La mort vient de faucher Rachel Kelly dans son atelier.
Si elle est un peintre reconnu et admiré, elle n’a pas été une épouse ni une mère admirable. Souffrant de troubles bipolaires, elle a imposé à sa famille la perpétuelle succession de ses phases d’exaltation et de dépression.
Vous souhaitez vendre un vélo pliant, des accessoires ou des vêtements.
Présence écrasante et perturbante, elle agissait sur ses proches comme un trou noir, les laissant exténués, fragilisés, meurtris.
Terrorisés même, parfois. Comme ses quatre enfants, Garfield, Morwenna, Hedley, Petroc, qui tous ont grandi dans l’ombre menaçante de cette mère excentrique qui les (mal) aimait à sa façon.

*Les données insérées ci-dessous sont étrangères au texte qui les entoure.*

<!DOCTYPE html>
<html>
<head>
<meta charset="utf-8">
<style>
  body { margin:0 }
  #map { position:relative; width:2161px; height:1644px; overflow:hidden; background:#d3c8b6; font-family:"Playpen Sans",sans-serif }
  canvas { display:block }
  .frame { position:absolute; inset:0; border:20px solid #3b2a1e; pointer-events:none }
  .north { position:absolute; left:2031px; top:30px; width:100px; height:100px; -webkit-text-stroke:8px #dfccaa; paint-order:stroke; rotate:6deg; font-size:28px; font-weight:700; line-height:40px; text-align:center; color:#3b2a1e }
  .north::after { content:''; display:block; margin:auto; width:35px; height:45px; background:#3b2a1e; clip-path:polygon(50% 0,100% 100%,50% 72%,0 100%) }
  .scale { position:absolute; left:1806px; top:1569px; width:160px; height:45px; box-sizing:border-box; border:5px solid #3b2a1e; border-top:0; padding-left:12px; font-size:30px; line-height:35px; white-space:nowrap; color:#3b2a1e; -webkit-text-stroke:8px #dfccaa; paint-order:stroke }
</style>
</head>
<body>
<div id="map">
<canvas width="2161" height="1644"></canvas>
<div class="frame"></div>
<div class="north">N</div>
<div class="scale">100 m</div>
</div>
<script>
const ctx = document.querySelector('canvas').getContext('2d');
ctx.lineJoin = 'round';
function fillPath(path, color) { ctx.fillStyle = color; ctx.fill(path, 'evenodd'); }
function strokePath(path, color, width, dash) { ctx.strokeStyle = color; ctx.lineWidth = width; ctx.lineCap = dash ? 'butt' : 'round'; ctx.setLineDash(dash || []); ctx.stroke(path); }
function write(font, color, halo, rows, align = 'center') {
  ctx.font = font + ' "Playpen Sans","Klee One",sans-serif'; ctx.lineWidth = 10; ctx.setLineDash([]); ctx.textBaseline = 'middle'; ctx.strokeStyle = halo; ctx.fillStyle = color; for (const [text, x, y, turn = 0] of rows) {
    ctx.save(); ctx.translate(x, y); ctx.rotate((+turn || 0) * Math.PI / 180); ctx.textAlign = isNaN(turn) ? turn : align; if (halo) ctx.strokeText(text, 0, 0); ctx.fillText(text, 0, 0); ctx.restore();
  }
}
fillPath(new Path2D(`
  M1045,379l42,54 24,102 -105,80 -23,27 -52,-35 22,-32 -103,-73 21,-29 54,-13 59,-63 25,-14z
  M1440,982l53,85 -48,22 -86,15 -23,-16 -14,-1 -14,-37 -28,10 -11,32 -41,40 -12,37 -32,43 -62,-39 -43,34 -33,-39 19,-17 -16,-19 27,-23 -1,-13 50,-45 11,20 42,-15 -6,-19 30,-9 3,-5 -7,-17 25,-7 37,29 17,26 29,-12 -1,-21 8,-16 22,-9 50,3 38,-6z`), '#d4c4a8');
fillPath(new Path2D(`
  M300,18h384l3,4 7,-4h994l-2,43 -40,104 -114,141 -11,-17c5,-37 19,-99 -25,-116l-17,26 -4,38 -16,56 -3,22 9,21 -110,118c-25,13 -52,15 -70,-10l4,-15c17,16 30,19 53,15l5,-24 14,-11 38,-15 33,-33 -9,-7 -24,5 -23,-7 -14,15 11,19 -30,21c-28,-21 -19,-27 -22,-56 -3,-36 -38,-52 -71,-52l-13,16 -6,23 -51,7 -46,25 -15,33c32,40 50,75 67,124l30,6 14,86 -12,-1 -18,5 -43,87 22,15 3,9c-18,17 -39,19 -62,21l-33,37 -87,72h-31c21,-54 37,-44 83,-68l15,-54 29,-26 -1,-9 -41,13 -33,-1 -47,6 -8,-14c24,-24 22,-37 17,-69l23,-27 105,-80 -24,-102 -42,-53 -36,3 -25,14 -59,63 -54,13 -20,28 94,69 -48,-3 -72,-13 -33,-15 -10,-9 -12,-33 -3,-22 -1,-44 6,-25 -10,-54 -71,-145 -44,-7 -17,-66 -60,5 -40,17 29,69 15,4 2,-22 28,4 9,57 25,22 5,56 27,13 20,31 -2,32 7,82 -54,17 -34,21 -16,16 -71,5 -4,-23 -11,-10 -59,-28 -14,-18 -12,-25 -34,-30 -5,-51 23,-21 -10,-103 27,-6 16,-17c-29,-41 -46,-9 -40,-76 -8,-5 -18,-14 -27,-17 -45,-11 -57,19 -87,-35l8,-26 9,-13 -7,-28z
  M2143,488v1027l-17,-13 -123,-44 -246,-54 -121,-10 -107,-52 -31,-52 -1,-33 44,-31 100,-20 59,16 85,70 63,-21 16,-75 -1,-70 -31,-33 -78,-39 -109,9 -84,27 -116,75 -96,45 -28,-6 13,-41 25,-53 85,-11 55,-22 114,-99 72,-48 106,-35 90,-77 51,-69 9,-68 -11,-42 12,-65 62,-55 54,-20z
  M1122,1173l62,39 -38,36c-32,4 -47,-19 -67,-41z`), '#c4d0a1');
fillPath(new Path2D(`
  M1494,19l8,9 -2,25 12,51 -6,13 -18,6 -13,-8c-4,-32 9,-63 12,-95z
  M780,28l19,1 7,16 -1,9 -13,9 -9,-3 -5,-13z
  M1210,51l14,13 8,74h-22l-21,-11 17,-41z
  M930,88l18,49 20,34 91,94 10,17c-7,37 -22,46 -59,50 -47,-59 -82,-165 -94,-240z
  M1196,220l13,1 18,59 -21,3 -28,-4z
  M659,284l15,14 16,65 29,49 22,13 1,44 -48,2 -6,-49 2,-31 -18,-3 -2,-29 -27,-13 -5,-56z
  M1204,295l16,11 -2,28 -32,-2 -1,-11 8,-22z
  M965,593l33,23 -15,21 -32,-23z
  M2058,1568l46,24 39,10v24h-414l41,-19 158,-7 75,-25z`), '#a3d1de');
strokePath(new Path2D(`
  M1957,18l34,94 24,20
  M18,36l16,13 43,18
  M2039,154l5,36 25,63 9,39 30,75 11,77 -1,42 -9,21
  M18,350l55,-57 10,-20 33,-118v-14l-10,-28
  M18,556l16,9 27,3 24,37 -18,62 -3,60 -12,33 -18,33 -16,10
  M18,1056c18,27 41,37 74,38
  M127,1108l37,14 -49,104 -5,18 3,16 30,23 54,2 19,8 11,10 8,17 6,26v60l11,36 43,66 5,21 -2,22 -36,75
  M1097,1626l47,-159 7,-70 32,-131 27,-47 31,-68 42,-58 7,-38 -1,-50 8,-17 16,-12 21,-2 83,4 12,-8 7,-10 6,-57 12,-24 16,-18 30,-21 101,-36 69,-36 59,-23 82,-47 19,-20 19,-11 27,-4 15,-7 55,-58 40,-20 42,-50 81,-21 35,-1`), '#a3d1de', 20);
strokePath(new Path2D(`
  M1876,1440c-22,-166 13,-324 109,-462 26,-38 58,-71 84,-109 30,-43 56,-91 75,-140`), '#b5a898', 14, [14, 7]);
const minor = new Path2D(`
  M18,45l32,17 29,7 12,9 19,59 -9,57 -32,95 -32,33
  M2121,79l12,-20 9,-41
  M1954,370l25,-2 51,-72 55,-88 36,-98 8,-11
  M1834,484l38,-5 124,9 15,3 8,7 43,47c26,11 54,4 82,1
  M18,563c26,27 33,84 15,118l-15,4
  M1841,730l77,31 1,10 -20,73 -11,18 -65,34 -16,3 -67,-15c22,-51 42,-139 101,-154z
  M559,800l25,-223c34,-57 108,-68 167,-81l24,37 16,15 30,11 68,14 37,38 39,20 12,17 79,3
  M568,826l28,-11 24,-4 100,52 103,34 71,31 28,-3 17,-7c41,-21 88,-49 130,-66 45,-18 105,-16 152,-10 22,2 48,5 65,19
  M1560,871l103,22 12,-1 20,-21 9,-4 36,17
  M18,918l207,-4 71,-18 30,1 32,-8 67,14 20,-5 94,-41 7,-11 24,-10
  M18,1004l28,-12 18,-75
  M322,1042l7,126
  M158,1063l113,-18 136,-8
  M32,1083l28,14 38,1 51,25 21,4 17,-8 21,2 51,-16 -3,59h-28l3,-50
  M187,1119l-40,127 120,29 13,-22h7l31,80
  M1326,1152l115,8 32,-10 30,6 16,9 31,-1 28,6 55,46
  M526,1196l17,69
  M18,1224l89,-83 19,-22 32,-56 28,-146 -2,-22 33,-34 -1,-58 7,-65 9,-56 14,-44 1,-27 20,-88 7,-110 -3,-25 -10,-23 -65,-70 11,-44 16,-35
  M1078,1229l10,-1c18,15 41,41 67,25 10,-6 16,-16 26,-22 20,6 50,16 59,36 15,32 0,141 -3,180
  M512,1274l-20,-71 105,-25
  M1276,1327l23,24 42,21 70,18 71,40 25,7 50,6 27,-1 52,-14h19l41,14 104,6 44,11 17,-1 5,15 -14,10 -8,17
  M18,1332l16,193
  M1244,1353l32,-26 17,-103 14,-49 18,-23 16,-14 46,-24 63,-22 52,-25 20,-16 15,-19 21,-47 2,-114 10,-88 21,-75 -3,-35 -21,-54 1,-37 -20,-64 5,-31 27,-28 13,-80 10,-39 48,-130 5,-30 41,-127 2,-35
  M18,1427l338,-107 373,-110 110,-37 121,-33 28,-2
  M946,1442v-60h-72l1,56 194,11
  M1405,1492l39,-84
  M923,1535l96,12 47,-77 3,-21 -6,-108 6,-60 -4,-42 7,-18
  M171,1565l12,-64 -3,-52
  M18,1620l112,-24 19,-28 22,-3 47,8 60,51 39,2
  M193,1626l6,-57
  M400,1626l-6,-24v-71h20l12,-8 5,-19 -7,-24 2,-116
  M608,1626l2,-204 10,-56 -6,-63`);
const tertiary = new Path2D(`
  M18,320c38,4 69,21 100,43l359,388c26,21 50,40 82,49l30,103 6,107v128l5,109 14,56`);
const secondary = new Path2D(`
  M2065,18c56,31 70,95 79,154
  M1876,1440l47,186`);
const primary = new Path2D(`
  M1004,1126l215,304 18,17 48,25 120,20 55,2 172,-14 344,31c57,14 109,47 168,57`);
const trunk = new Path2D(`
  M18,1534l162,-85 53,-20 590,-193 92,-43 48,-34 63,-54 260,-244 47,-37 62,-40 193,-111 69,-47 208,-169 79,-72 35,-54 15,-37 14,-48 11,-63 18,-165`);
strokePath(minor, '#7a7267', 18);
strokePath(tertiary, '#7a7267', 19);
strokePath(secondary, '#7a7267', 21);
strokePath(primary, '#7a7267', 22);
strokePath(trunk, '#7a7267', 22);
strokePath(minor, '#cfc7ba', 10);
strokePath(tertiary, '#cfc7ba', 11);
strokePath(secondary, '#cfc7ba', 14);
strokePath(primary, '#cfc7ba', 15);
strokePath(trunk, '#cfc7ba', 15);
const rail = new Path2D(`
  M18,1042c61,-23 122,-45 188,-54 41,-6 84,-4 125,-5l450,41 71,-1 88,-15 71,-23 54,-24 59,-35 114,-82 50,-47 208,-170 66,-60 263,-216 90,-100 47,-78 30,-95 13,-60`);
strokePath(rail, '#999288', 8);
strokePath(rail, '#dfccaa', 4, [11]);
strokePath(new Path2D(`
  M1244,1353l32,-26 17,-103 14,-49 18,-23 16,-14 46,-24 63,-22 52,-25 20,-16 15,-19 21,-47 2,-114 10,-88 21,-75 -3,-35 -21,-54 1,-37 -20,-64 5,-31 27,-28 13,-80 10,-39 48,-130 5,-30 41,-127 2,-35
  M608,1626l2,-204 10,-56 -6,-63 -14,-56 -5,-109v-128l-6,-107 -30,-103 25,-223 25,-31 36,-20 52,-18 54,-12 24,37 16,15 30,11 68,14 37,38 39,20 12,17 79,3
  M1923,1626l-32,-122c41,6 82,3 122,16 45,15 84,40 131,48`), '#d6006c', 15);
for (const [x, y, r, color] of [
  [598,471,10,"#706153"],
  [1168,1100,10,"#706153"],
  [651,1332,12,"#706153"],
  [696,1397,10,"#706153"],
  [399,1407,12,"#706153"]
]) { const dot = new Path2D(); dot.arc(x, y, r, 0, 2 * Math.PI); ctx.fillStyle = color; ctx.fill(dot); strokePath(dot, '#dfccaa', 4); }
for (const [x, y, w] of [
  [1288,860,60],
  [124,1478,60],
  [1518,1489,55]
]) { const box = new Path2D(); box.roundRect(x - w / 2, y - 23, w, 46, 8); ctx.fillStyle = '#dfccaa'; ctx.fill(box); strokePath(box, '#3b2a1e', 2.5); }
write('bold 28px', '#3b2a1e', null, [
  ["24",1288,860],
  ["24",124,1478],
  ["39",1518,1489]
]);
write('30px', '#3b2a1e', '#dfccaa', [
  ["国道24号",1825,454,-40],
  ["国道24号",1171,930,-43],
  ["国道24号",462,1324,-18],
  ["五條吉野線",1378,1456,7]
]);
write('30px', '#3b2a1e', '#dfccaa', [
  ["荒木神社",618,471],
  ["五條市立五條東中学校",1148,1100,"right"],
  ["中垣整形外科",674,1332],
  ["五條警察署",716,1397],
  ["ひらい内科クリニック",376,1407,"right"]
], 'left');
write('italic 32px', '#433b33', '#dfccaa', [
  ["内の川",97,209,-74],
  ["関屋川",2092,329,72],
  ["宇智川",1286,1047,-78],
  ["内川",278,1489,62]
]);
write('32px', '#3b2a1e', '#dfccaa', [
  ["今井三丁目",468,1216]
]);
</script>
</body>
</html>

Devenus adultes, ils portent toujours en eux les peurs générées par la personnalité de leur mère. Morwenna a d’ailleurs préféré fuir le foyer très jeune, sans plus donner de nouvelles que très sporadiquement à son frère Hedley.
Et pourtant, à sa mort, Rachel demeure un mystère pour ses proches. Tout juste si l’on sait qu’elle est née au Canada.
Si tout le monde ignore ce qu’a été sa jeunesse avant qu’Anthony la rencontre en Cornouailles, c’est que toute sa vie, Rachel a occulté tout ce qui avait trait à son passé, faisant du sujet un tabou familial.
Sa mort va être l’occasion pour les siens d’essayer de savoir quelle femme se cachait réellement derrière le peintre de génie qui ne vivait que pour son art et le tyran maniacodépressif qui étouffait sa famille.
Conçu comme une exposition posthume consacrée à l’artiste Rachel Kelly, Tableaux d’une exposition est construit selon une structure originale : chaque chapitre s’ouvre sur le descriptif d’un cartel présentant une œuvre ou un objet ayant appartenu à l’artiste (à cet endroit, le titre original du roman, Notes from an exhibition, est plus pertinent que le titre français, plus restrictif). Suit alors l’épisode de la vie de Rachel Kelly qui s’y rapporte directement, retracé par un membre de sa famille.
Cette construction légitime pleinement la multiplicité des points de vue, des déplacements dans le temps et sur les continents qui, loin de perturber la lecture, la rendent plus passionnante encore. Les chapitres/tableaux se répondent, se complètent, se contredisent pour donner à la fin du livre/de la visite une image plus complète – et ô combien plus complexe ! – de Rachel Kelly et de son œuvre. Ainsi, chaque chapitre va donner un éclairage complémentaire qui va permettre aux membres de la famille de Rachel Kelly, ainsi qu’au lecteur, de découvrir le mystère de la vie du peintre et de mieux comprendre certains événements majeurs de son existence.
D’ailleurs, rien n’empêcherait le lecteur/visiteur de suivre l’exposition/roman dans le sens de son choix, de s’arrêter à une étape plus particulière du parcours créé par le conservateur/auteur, ou de cheminer selon un ordre chronologique s’il le souhaitait.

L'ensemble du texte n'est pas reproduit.